The trial was opened by the E3A Component Commander, MGEN Andrew M. Mueller, USAF who personally volunteered to experience the security screening concept.
The event highlights NATO's efforts to protect military and civilians. This is part of a coherent strategy adopted within the DAT POW that aims at finding immediate solutions to prevent non-conventional attacks(http://www.nato.int/cps/nl/natolive/topics_50313.htm).
In an airport configuration, supported by the NATO E3A Component at the Geilenkirchen airbase, various scenarios were tested that emphasised information enhancement through combining inputs from multiple sensors. A total of four sensors consisting of: an explosive detector, a metal detector, a X-ray scanner (that combine both dual-energy transmission with Z Backscatter ® technology), and a passive millimetre-wave walk-by security scanner were tested within an integrated system. In addition, (localized) biometric information was used to manage the flow of passengers through the screening systems.
The architecture analysed during the trial concentrated the information from all sensors into one decision point where a combined threat level was estimated for the passengers being screened. This solution eliminates manual processes currently applied in normal airport conditions and has the potential to increase the passenger throughput while maintaining or improving the security level. During the trial a final assessment was made by an operator based on the system recommendation and in case of a suspected threat a manual search was employed.

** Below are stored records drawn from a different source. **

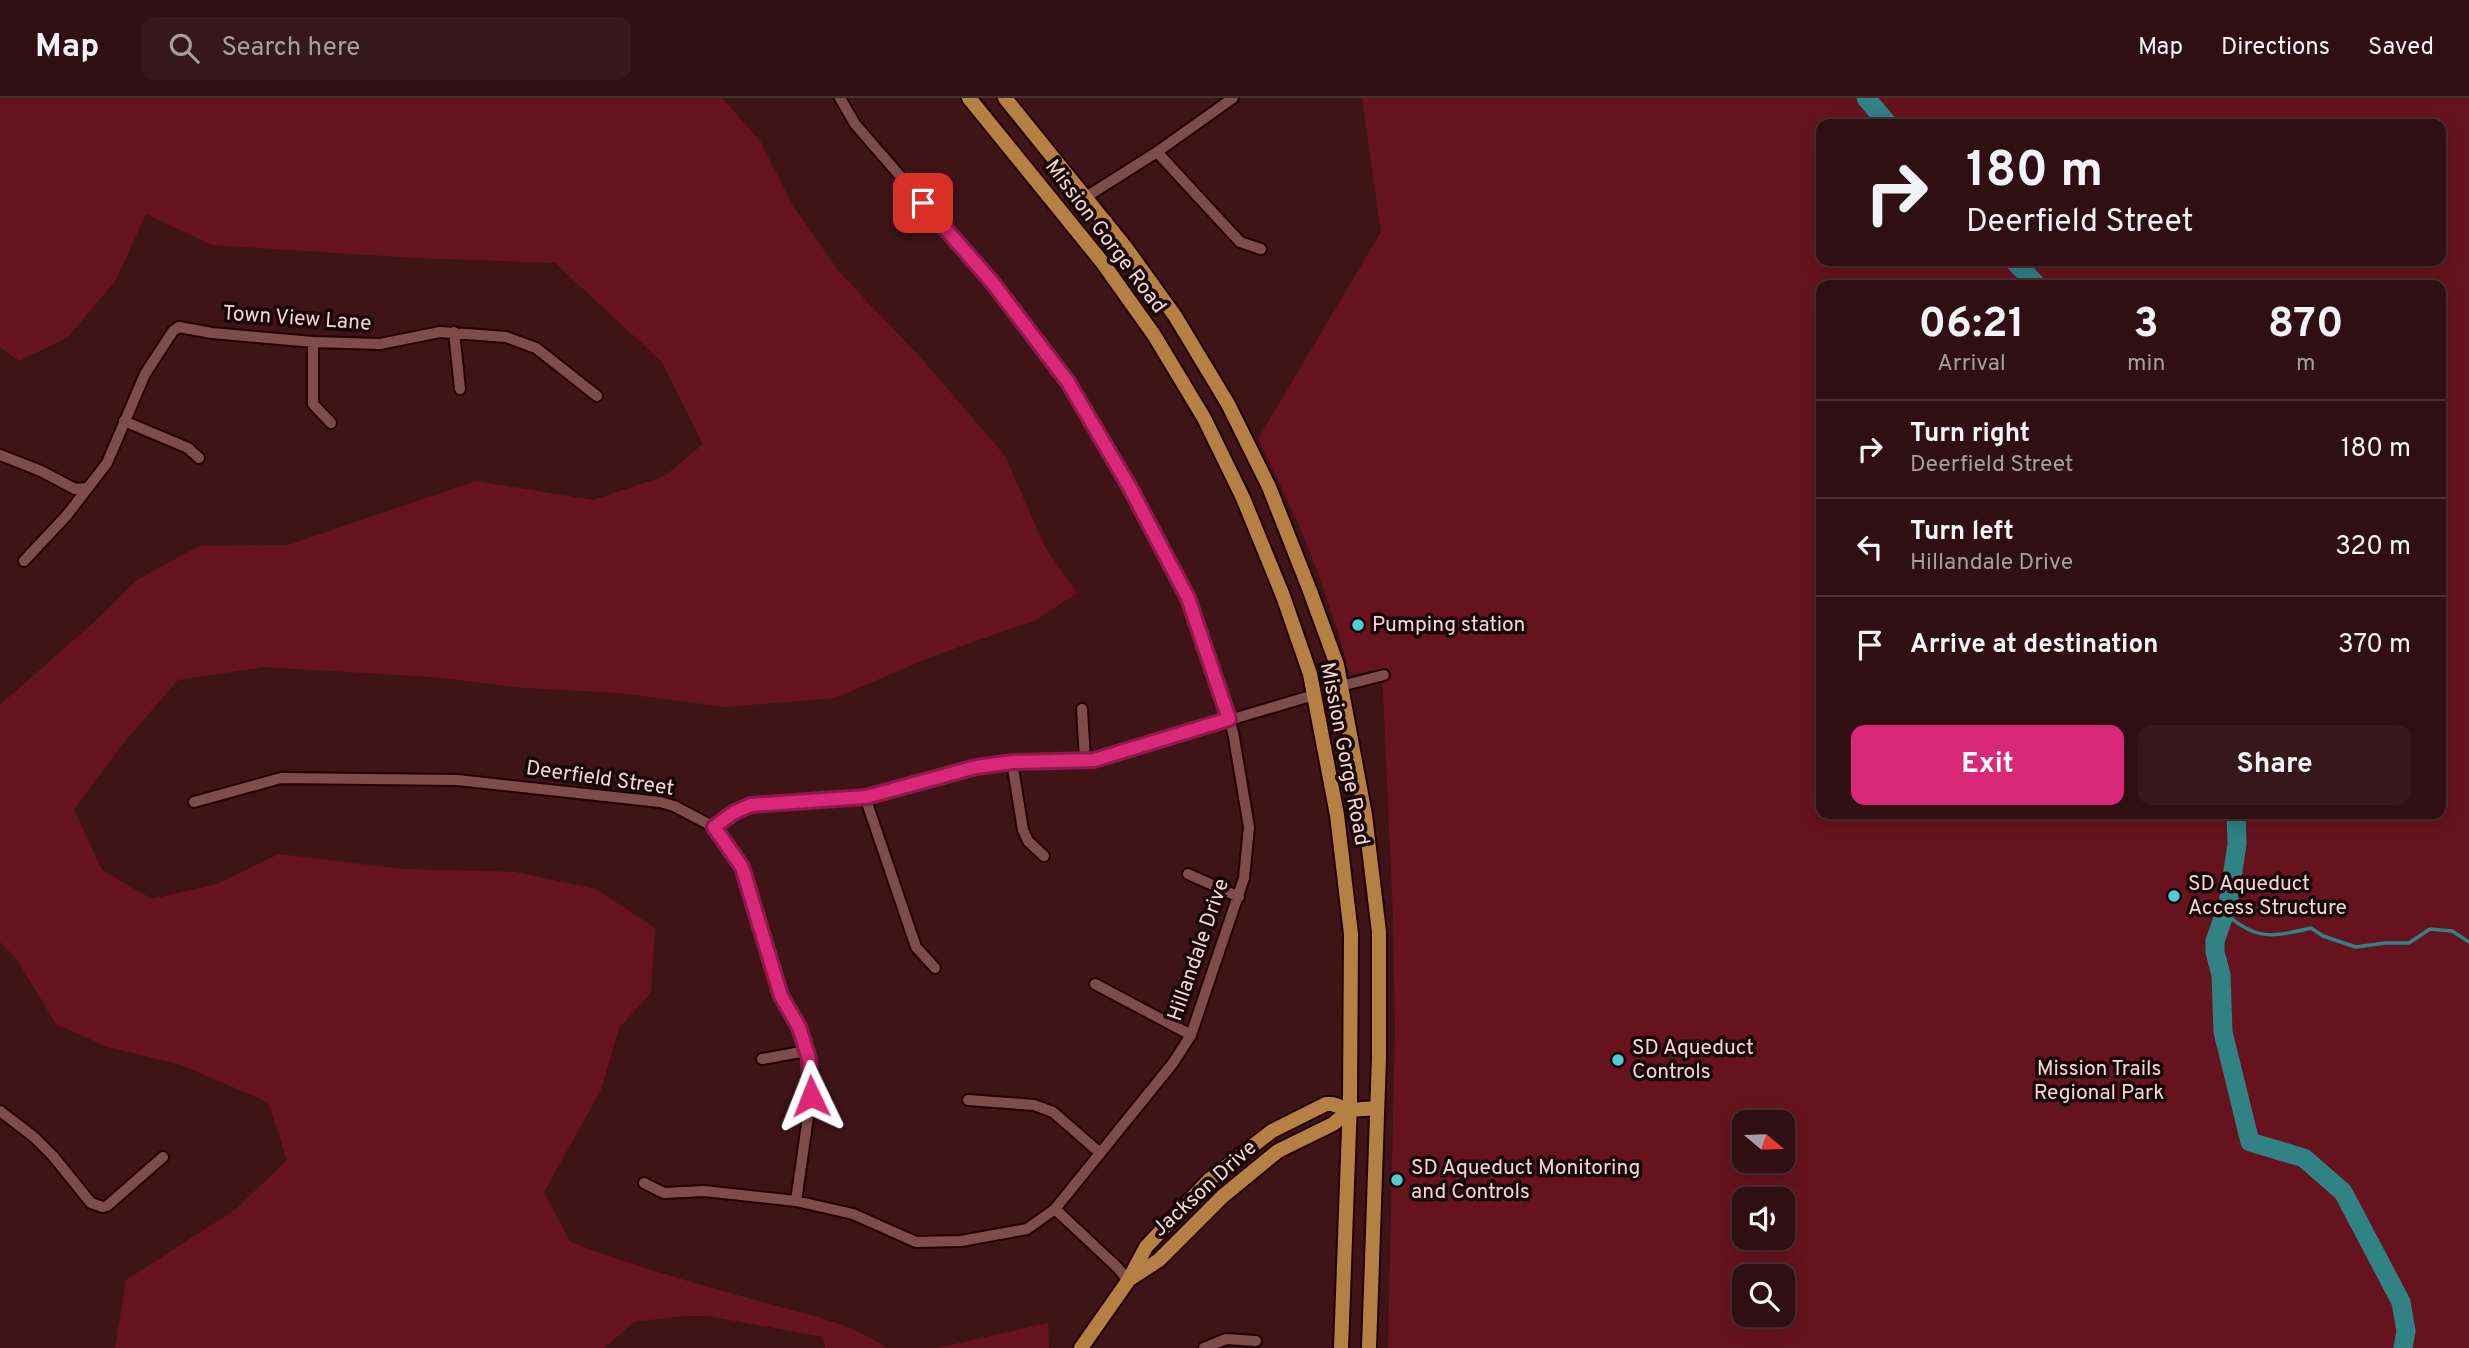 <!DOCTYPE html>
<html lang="en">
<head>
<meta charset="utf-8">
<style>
	body { margin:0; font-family:Overpass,sans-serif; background:#37181a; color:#f1f3f6; height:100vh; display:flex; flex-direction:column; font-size:26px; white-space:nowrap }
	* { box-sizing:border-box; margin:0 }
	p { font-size:23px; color:#a79c9f }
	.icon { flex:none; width:38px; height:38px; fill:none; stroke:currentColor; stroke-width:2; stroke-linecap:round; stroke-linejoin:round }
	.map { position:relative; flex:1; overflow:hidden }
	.side { position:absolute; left:1816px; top:182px; width:630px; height:539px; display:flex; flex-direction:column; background:#2f0f11; border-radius:14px; box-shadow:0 4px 18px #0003,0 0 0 2px #4a2f31 }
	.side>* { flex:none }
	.top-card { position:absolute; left:1816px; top:21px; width:630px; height:147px; border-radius:14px; box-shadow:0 4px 18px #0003,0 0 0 2px #4a2f31; background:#2f0f11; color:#f1f3f6; overflow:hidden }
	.needle { width:46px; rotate:109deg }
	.tools { position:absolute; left:1732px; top:1012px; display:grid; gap:14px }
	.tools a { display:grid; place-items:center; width:63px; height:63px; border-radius:14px; background:#2f0f11; box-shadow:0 4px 18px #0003,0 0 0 2px #4a2f31; font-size:35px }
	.pin { position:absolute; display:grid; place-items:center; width:60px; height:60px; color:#fff; margin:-30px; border-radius:14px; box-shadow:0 4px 10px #0006 }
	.me { position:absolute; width:77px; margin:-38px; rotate:358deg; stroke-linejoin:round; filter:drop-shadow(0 0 5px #0008) }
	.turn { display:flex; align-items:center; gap:24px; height:147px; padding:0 35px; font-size:32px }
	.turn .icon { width:91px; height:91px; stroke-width:2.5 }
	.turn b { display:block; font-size:49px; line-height:60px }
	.eta { display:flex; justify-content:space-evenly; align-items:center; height:119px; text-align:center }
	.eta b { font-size:42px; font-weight:700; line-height:49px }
	.button { display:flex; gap:14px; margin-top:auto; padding:14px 35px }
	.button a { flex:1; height:80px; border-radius:14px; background:#db2777; color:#fff; font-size:28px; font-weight:700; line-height:80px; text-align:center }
	.button a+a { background:#37181a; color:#f1f3f6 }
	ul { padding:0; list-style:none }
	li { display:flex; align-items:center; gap:21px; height:98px; padding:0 35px; border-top:2px solid #4a2f31 }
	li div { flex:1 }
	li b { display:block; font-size:26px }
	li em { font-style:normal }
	header { display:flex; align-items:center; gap:42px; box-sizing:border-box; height:98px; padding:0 35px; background:#2f0f11; border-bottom:2px solid #4a2f31 }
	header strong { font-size:33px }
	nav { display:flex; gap:38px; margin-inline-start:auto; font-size:24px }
	.search { width:490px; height:63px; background:#37181a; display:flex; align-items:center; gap:18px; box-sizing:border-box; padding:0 24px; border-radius:14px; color:#a79c9f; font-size:26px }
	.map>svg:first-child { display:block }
</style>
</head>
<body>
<header>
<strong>Map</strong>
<div class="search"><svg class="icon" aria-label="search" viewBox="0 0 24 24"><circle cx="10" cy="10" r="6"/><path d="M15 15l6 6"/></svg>Search here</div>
<nav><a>Map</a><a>Directions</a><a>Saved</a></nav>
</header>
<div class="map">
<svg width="2469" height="1250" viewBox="0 0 2469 1250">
	<rect width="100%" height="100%" fill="#3f1417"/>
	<!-- green -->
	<path fill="#67131f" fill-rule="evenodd" d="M0,0H722L760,43L793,108L840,175L922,261L1005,358L1046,451L1077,495L1036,522L933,558L835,600L725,609L619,595L526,590L432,579L264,569L178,582L120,649L74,712L102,772L152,801L217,786L279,756L402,771L515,774L596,791L655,830L651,895L619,930L601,992L544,1094L570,1144C631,1167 693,1185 755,1202C798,1215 849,1223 886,1250H825L823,1239L708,1218H682L634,1224L604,1250H115L126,1182L235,1112L287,1062L268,1004L179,966L107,949L56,926L16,860L0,844V607L92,526L137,482L199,448L288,447L476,383L593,402L665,378L703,346L662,264L555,165L417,160L212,147L146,116L116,182L68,239L19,263L0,249Z
		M1362,0H2469V1250H1388L1395,933L1393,816L1382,571L1350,577C1329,495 1297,417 1258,341L1381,134ZM1822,26H2441V163H1822ZM1822,187H2441V716H1822ZM1745,1024H1783V1062H1745ZM1745,1101H1783V1139H1745ZM1745,1178H1783V1216H1745Z
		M1048,1225L1049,1250H937Z"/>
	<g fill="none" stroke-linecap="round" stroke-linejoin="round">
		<!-- stream -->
		<path stroke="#308285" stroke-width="3.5" d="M2225,815C2256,843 2273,839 2311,830L2323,838L2356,849L2385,845H2409L2430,831L2452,833L2469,844"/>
		<!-- river -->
		<path stroke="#308285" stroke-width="19" d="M1866,0L1888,26
			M2014,163L2037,187
			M2236,716L2237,746L2228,806L2215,843V854L2221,877L2223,934L2250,1044L2304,1060L2343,1094L2401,1204L2406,1233L2403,1250"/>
		<!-- minor casing -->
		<g stroke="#230003" stroke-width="14">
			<path id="minor" d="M1157,54L1240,144L1261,151
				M1086,99L1157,54L1233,0
				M454,234L460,291
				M313,244V306L331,325
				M124,323L188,350L199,360
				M0,357L41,373L75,391L87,390L90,387
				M24,463L67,417L107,365L145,276L173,233L179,229L212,235L313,244L380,246L440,234L506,239L536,250L597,298
				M1341,588L1384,577
				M1082,611L1085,662
				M1012,664L1023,732L1028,743L1044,758
				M865,699L916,849L935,870
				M194,704L281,680L457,682L660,704L674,708L714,729L742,769L781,898L799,929L809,961L811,998L796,1103
				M714,729L733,715L751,707L865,699L976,669L1012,664L1094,662L1314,597
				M1188,776L1239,799
				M1095,886L1191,937
				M762,961L806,953
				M968,1002L1034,1007L1053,1014L1100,1055
				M0,1013L34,1039L53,1058L91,1105L103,1109L107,1108L163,1059
				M644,1085L664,1095L704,1093L796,1103L853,1116L916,1144L961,1143L1027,1131L1055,1111L1173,965L1191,937L1244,780L1249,729L1233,634L1188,500L1129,388L1068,284L992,184L855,26L840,0
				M1055,1111L1118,1170L1128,1183
				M1204,1250L1226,1241L1256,1243"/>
		</g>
		<!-- major casing -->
		<g stroke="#230003" stroke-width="18">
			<path id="major" d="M969,0L1102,164L1154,237L1204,320L1243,400L1283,498L1310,576L1337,717L1351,836L1350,1004L1341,1250
				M1005,0L1126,150L1175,218L1228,306L1269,389L1310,493L1337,567L1365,717L1379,834V960L1369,1250
				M1130,1181L1159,1162L1223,1098L1278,1053L1333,1026L1350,1012
				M1081,1250L1128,1183L1146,1149L1209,1082L1272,1033L1326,1006H1332L1350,1012L1377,1010"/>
		</g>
		<!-- minor -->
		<use href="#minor" stroke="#7d4c4d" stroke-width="10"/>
		<!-- major -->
		<use href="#major" stroke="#b58043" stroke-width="14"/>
	</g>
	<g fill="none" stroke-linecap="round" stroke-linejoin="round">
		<!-- route casing -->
		<g stroke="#8e194d" stroke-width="18">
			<path id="route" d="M811,998L809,961L799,929L781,898L742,769L714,729L733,715L751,707L866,699L976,669L1013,664L1094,662L1229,621L1188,500L1129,388L1068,284L992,184L923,105"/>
		</g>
		<!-- route -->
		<use href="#route" stroke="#db2777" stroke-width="12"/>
	</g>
	<!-- markers -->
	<g fill="#51ccd1" stroke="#190708" stroke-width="2.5">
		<circle cx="1358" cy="527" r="7"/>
		<circle cx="2174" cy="798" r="7"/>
		<circle cx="1618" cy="962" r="7"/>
		<circle cx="1397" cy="1082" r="7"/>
	</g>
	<g text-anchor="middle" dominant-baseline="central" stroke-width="7" stroke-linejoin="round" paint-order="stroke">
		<!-- street labels -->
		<g font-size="21" fill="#f4d6d6" stroke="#190708">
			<text transform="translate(1105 139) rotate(53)">Mission Gorge Road</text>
			<text transform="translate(297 221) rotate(4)">Town View Lane</text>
			<text transform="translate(1344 656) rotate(79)">Mission Gorge Road</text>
			<text transform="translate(600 681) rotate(8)">Deerfield Street</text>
			<text transform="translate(1199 852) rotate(-71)">Hillandale Drive</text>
			<text transform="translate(1205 1091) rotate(-42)">Jackson Drive</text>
		</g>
		<!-- poi labels -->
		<g font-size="21" fill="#f4d6d6" stroke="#190708" text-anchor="start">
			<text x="1372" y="527">Pumping station</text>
			<text x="2188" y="786">SD Aqueduct<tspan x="2188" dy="24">Access Structure</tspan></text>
			<text x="1632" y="950">SD Aqueduct<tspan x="1632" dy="24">Controls</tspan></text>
			<text x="1411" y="1070">SD Aqueduct Monitoring<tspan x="1411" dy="24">and Controls</tspan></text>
		</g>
		<!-- park labels -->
		<g font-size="21" fill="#f4d7d7" stroke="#190708">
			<text x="2099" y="971">Mission Trails<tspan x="2099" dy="24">Regional Park</tspan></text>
		</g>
	</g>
</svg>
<div class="tools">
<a><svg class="needle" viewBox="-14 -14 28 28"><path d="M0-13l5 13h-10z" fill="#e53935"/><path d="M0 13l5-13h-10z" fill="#a79c9f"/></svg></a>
<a><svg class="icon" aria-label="sound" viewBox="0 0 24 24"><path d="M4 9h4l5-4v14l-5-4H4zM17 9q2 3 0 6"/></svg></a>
<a><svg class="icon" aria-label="search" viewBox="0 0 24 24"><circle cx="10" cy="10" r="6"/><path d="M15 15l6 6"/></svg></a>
</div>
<div class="pin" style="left:923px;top:105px;background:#d93025"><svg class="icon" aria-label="arrive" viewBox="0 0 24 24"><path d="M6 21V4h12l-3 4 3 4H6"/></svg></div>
<svg class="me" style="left:811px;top:998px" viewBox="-20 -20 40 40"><path d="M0-17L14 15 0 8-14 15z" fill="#db2777" stroke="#fff" stroke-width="4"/></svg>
<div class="top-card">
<div class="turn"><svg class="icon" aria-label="right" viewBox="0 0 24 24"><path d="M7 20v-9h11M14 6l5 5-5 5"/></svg><div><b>180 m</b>Deerfield Street</div></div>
</div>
<section class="side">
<div class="eta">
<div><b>06:21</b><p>Arrival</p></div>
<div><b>3</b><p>min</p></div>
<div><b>870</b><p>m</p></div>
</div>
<ul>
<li><svg class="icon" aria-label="right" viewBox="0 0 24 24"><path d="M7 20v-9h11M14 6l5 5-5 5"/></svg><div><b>Turn right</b><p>Deerfield Street</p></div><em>180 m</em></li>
<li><svg class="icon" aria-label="left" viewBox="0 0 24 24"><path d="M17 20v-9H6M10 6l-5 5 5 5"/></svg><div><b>Turn left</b><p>Hillandale Drive</p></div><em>320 m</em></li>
<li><svg class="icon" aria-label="arrive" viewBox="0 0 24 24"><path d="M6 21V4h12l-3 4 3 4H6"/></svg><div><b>Arrive at destination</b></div><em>370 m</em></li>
</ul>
<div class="button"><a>Exit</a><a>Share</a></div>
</section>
</div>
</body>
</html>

Combining information from multiple sensors enables the coverage of a broader spectrum
of threats compared to a single sensor assessment, and also has the potential to reduce the number of false alarms during such a procedure. Furthermore, the configuration promises faster processing of passengers and luggage, a more reliable assessment of the threats and elimination of health and privacy issues due to passive scanning technologies that provide automatic object detection.
The Security Branch at the E3A Component in Geilenkirchen has significant experience in transportation security and facilitated access to a representative set of threats and practical operation procedures. A large number of volunteers from the airbase contributed to the collection of statistical representative data.
The four industry partners that provided the sensors were: Morpho (Safran group, FRA), Alfa Imaging (ESP), American Science and Engineering, Inc. - AS&E (USA) and Costruzioni Elettroniche Industriali Automatismi S.p.A. - CEIA (ITA).